You got caught cheating… Now what?

Every day, we get phone calls from men who are scared that they’ve blown up their families because they were caught cheating. Let’s pretend that you called because you got caught cheating. The first thing you’ll ask me is “what happens next?”

That’s the first thing we always need to remember: we only hear from the guys who want to stay married. The first thing we sometimes need to do is to remind you to breathe… and listen. We’re sure you’ll eventually do the former, but whether you’ll listen is often a toss-up.

You won’t remember that we told you that your marriage does not necessarily have to end in divorce because you had an affair. Even though admitting the affair to your spouse will cause a lot of grief and heartache and anger, odds are that your marriage will survive if you both want it to.

The trouble is the admitting part. We’ll tell you, you’ve got to come clean. This is no time to put your wife on a “need to know “ basis. You also may not remember when we told you that you can only recover from infidelity by entering a long, dark night of the soul. And you certainly won’t be able to figure it out on your own.

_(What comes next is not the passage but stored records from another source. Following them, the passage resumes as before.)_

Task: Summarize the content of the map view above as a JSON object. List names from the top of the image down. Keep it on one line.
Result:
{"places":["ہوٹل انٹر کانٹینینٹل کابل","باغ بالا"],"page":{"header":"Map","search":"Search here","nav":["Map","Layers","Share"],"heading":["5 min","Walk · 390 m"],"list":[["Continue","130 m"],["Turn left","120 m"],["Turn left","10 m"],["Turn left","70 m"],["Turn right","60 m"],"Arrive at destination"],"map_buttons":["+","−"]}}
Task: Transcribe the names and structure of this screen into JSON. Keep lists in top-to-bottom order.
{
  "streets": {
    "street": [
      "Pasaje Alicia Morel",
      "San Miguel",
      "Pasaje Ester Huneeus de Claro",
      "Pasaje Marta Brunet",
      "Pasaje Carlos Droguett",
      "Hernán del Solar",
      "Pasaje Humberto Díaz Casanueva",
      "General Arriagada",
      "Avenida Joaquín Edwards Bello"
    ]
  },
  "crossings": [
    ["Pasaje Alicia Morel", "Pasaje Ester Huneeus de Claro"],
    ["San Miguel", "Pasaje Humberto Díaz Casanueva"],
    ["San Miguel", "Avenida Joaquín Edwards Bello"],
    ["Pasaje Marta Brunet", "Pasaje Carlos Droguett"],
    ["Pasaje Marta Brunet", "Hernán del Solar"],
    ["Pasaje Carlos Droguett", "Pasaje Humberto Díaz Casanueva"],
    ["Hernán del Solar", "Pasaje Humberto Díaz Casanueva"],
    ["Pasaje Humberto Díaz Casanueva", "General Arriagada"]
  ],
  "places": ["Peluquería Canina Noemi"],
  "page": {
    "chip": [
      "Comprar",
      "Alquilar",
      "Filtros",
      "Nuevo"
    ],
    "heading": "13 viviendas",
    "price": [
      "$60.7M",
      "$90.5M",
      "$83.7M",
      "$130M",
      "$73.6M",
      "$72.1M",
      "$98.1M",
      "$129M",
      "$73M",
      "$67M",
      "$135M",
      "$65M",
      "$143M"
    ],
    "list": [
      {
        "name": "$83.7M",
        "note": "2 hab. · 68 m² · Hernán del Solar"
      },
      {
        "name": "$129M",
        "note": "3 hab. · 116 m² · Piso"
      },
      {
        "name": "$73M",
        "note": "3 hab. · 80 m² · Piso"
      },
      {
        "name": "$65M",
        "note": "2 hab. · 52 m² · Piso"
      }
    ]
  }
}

Welcome to the purgatory of merciless self-examination. Infidelity is an ancient weakness. It’s a sin that takes up 20% of the 10 commandments: one commandment against doing it, and the other commandment against just even thinking about doing it. You’ll come to experience true remorse, but right now you just regret getting in trouble. We’ll tell you that you’ve got a lot of arduous work ahead of you. Your old marriage is dead, and, because you both want to heal, you might have a chance at redemption.

This is what can typically happen next!

The phases that may happen before your intensive

Act one: the “Honey I shrunk the affair routine”

This phase is all about lying.

When most men get caught cheating, their first instinct is damage control. This is an ugly phase that is already well underway before they call us. For some guys, the only reason they are calling us is that their attempts to contain the situation aren’t working for them at all.

Here’s the typical repertoire of the ‘Honey I shrunk the affair routine”:

  • Total denial and lack of technological transparency.
  • Deleting texts, emails, and messages in a panic (somehow, they always get retrieved).
  • Dribbling out information in an agonizingly slow fashion to your wife. This is called “titrating.” This is arguably emotionally abusive.
  • Total shutdown and stonewalling
  • Gaslighting
  • Minimizing the affair emotionally “we’re just good friends. She’s going through a hard time.”
  • Minimizing the affair sexually – “We’re just co-workers. We just sext each other as a joke”
  • Total amnesia about when it began, how it began, and when it ended (if it ended at all).

Act two: the “I’ll do anything honey, to win your trust back routine”

By this point, we’ve spoken to both of you. Your wife knows that we expect her to engage in self-care. We’re more concerned about her at this point than you, and we tell you that bluntly. You’re both filling out your BIG BIG Books, and you’ve fallen on your sword.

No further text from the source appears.